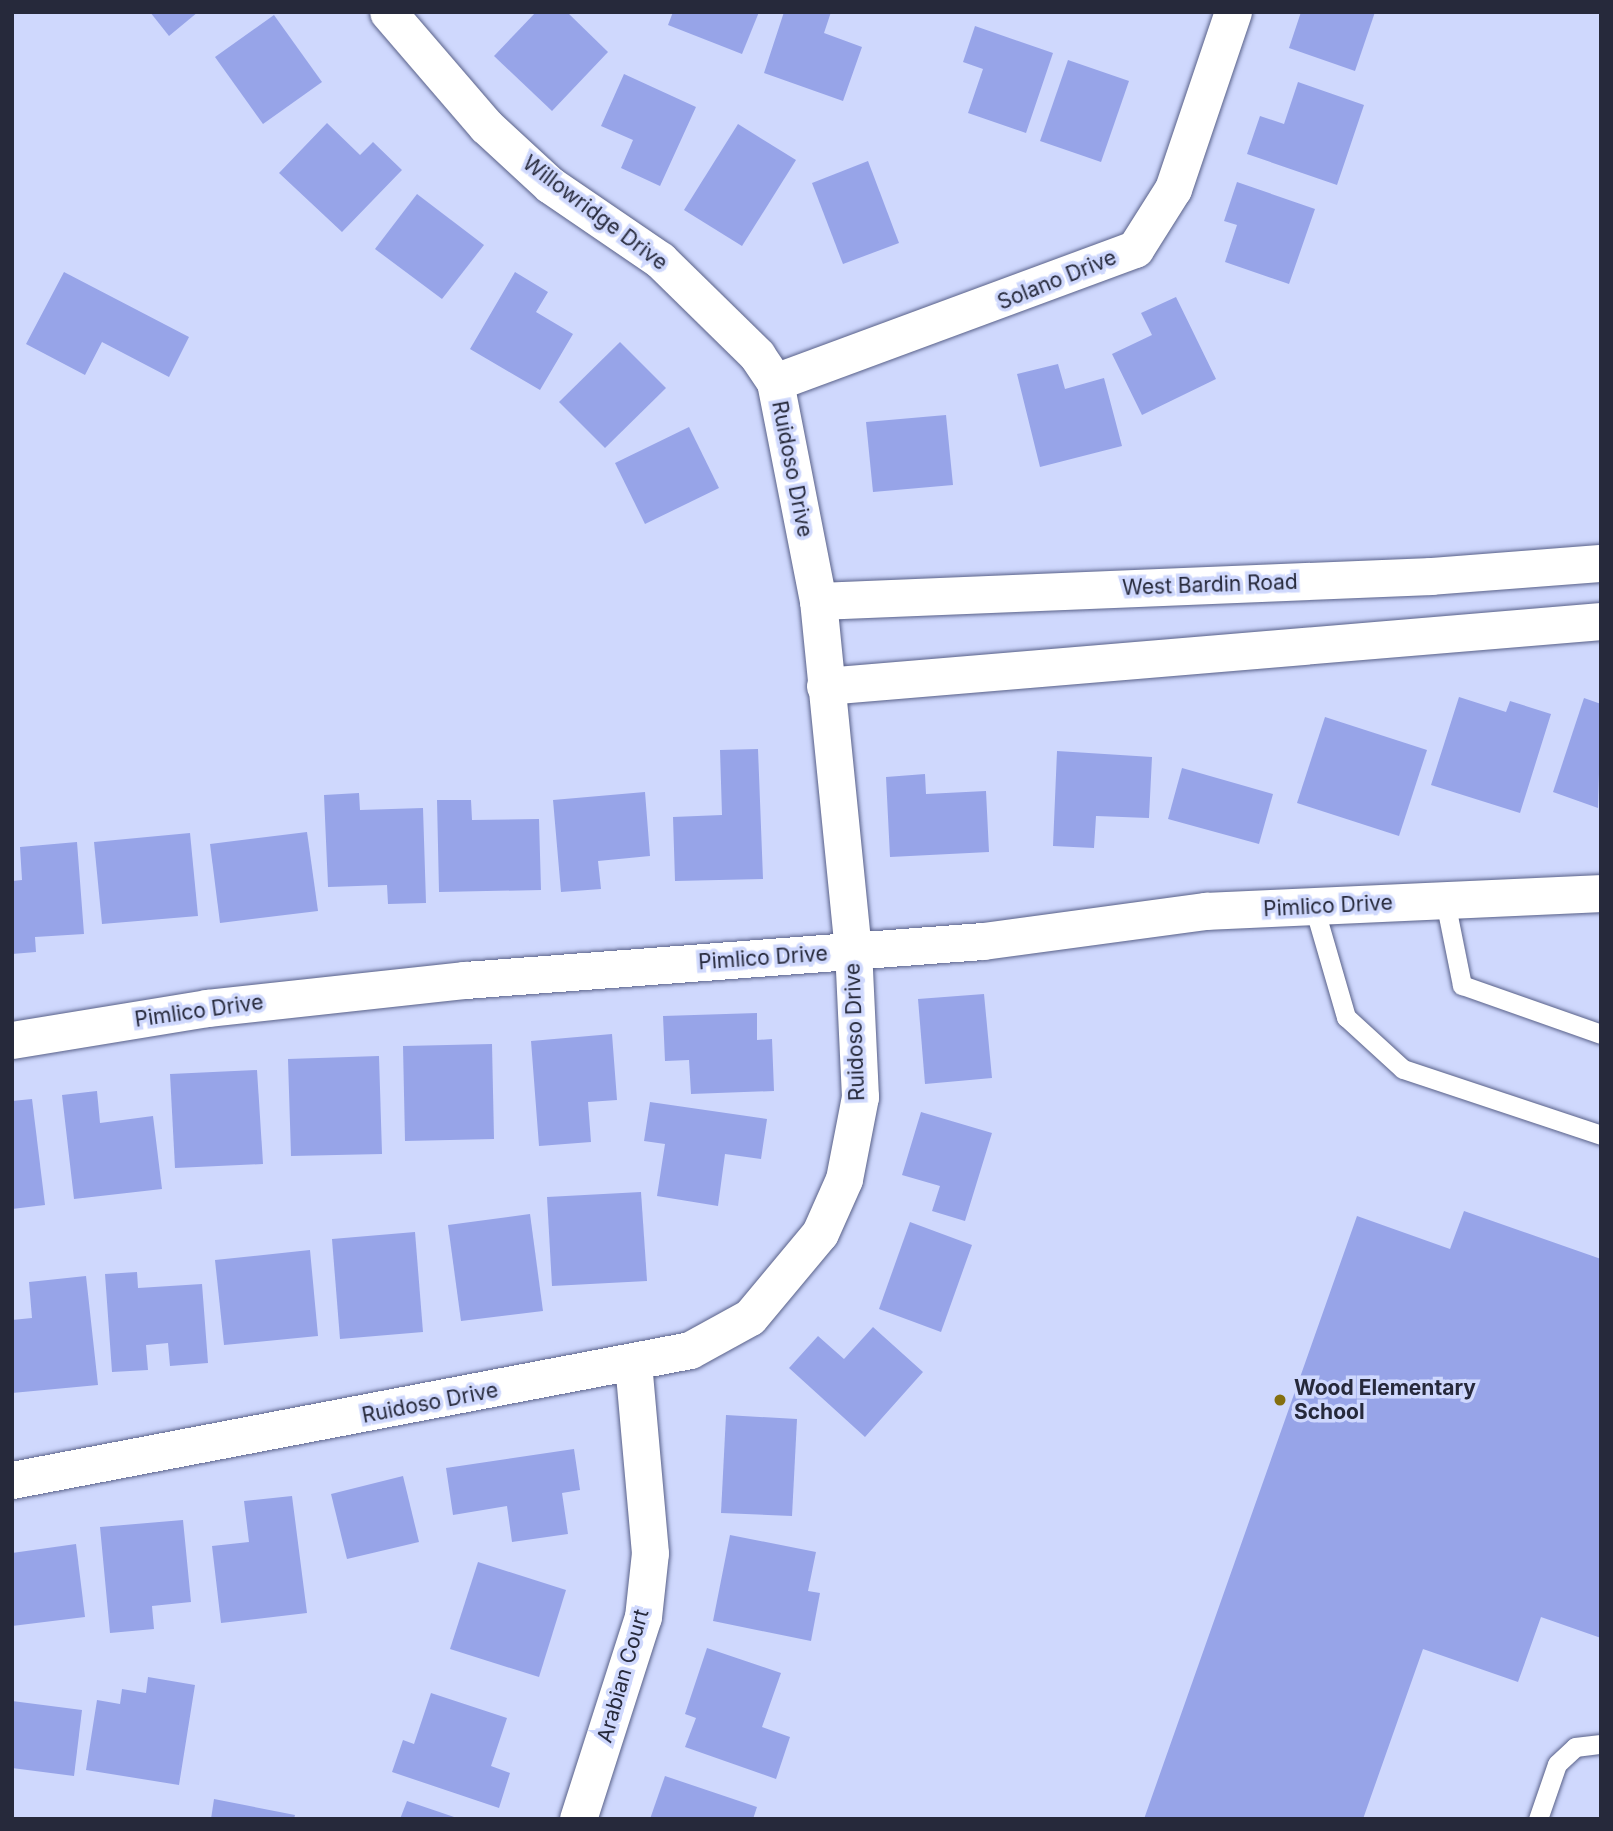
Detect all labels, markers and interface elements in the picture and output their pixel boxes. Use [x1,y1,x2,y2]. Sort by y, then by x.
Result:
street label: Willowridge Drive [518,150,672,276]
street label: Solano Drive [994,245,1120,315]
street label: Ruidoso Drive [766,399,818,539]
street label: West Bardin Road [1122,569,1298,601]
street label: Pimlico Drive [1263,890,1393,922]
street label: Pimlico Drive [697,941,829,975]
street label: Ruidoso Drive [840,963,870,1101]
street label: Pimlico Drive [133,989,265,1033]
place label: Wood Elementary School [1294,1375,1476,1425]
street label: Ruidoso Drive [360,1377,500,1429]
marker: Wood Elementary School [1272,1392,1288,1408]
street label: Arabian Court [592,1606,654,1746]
___
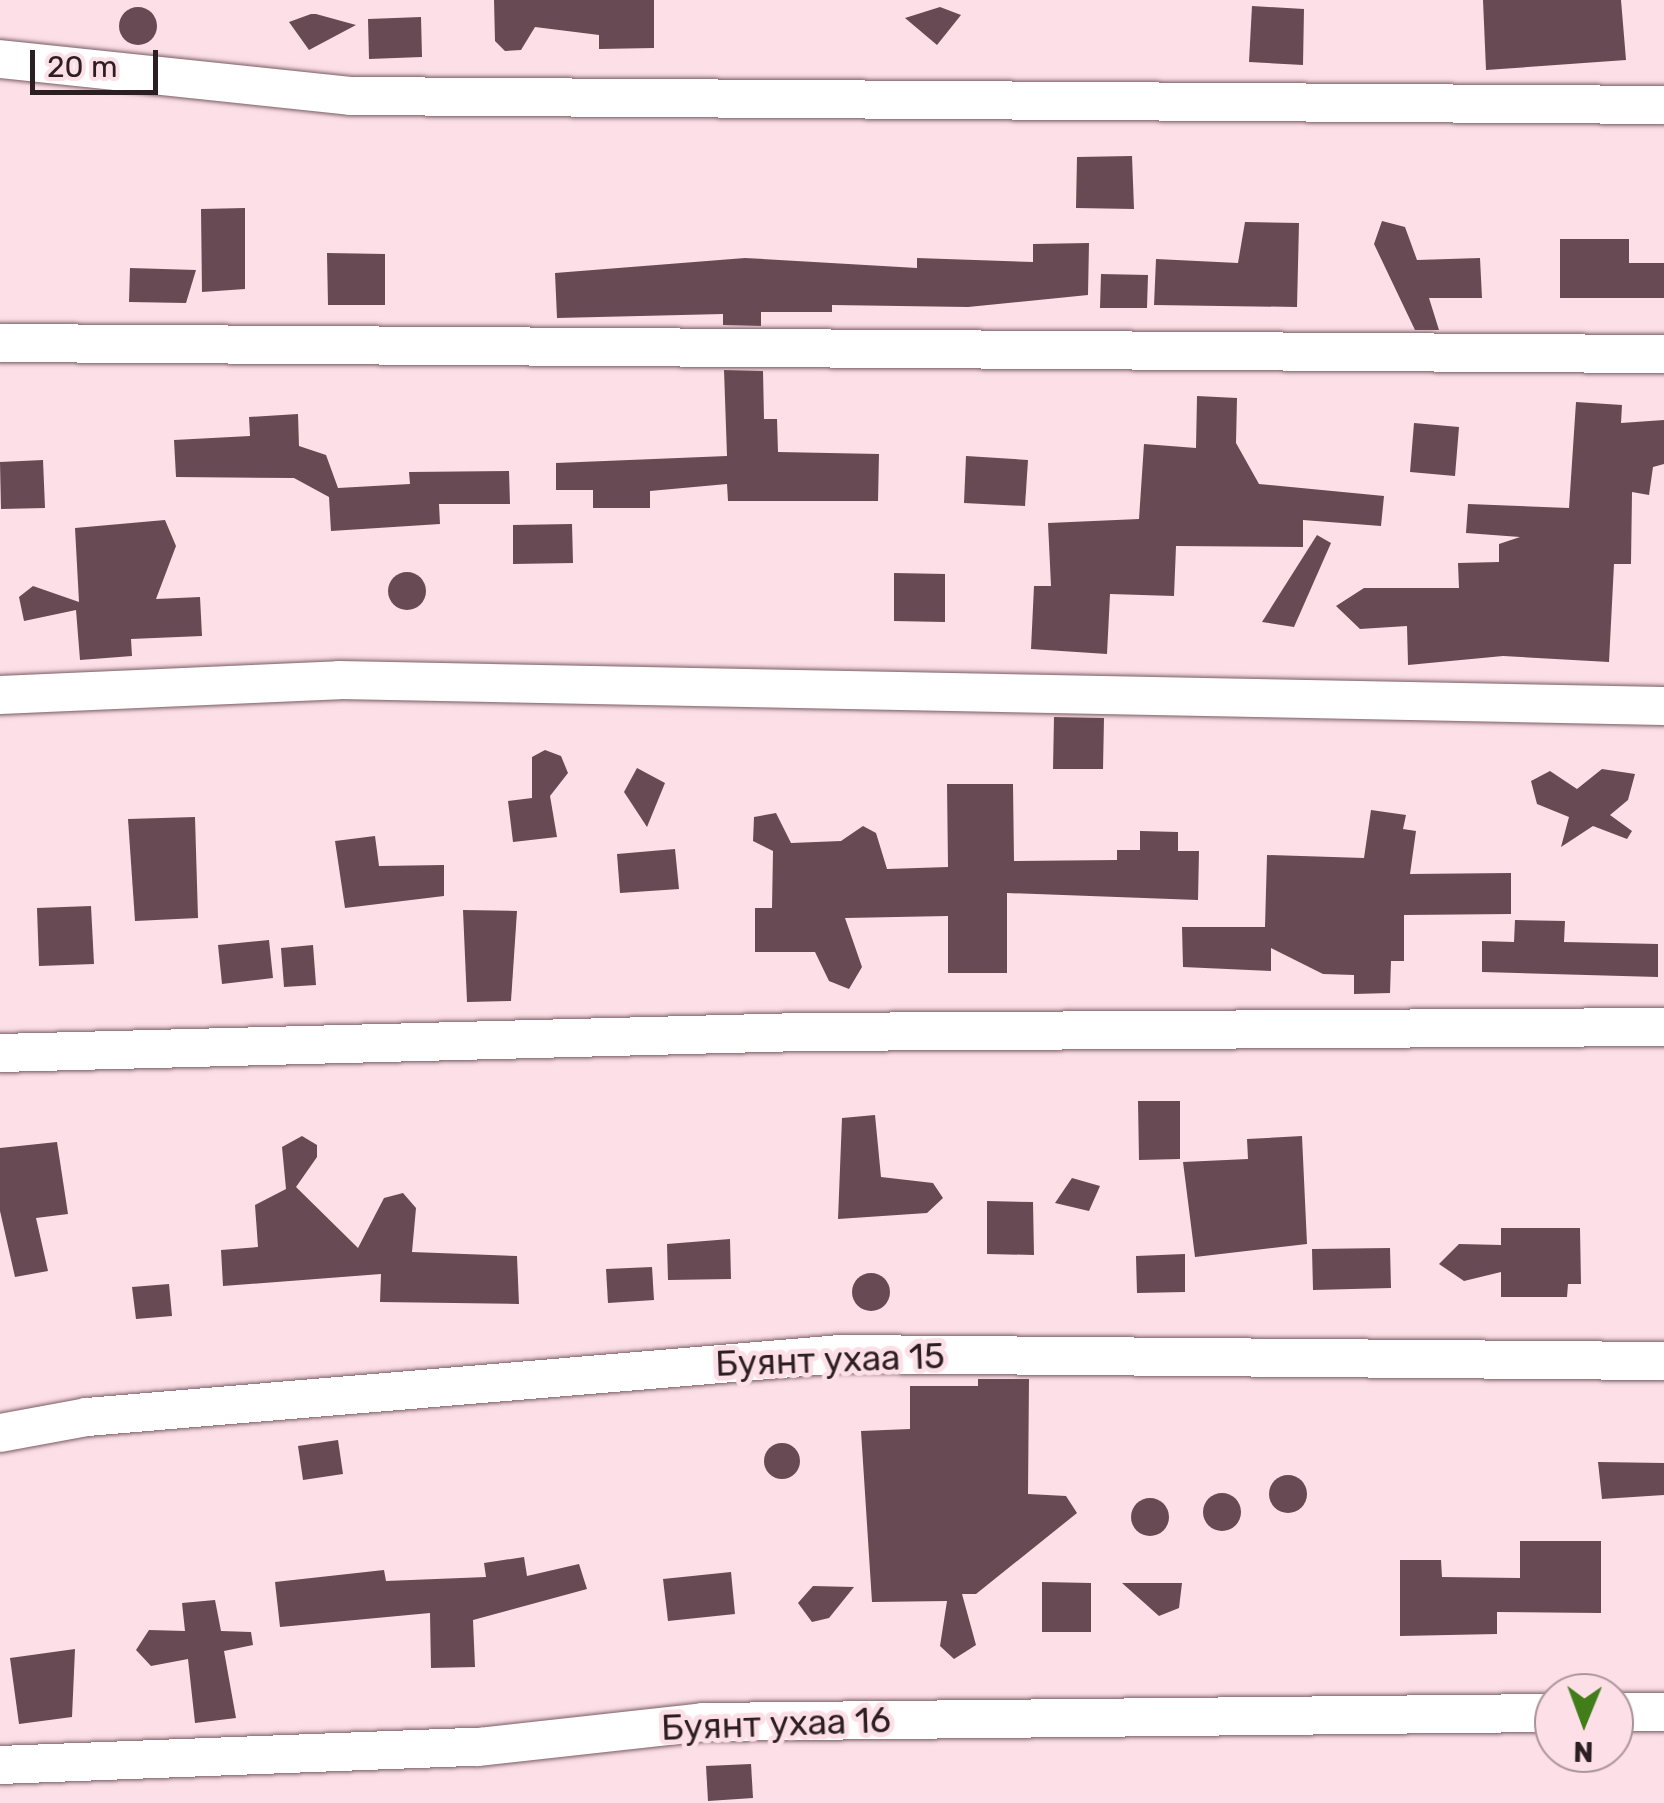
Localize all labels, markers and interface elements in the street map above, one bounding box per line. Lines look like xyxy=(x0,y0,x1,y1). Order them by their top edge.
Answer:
___
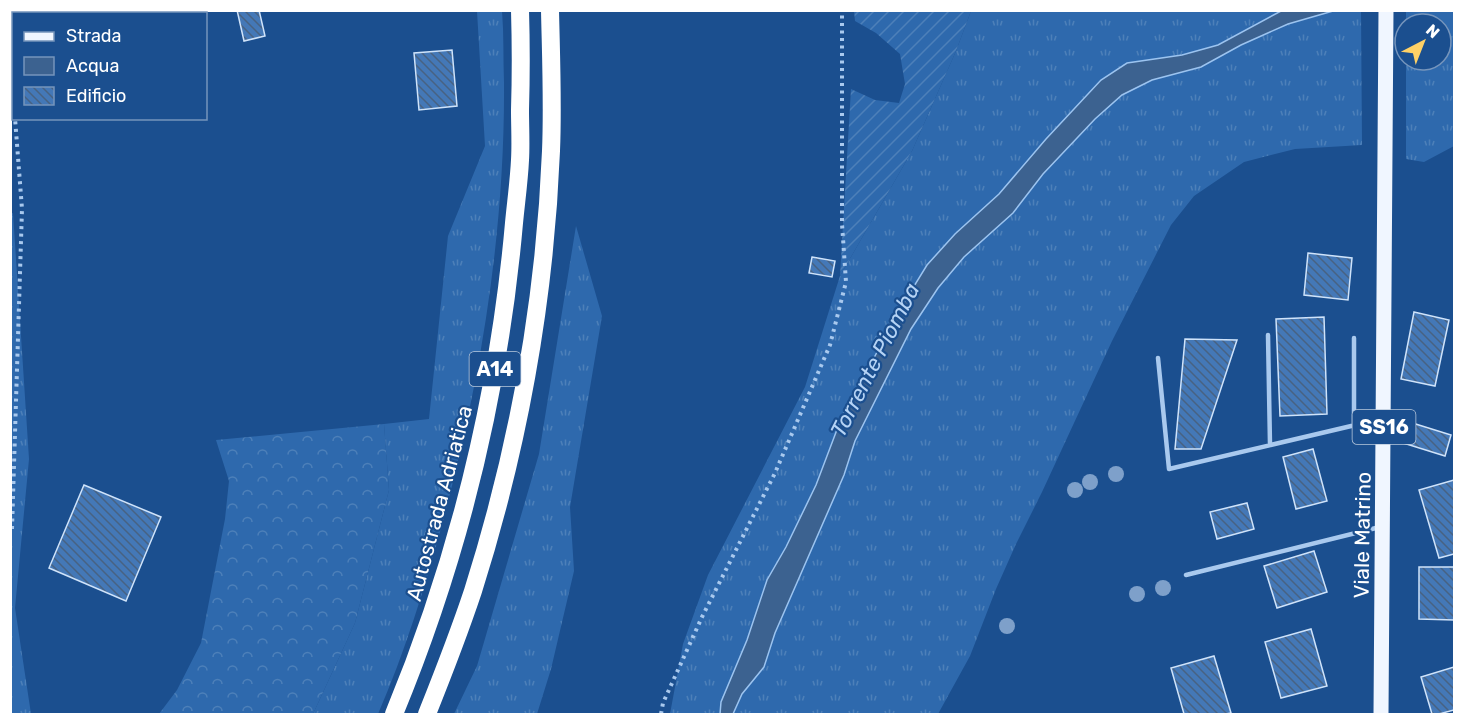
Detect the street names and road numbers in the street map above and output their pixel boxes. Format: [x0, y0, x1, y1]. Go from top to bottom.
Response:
___
The expected answer is a number and nothing else: how many lines above include the word "output".

Answer: 2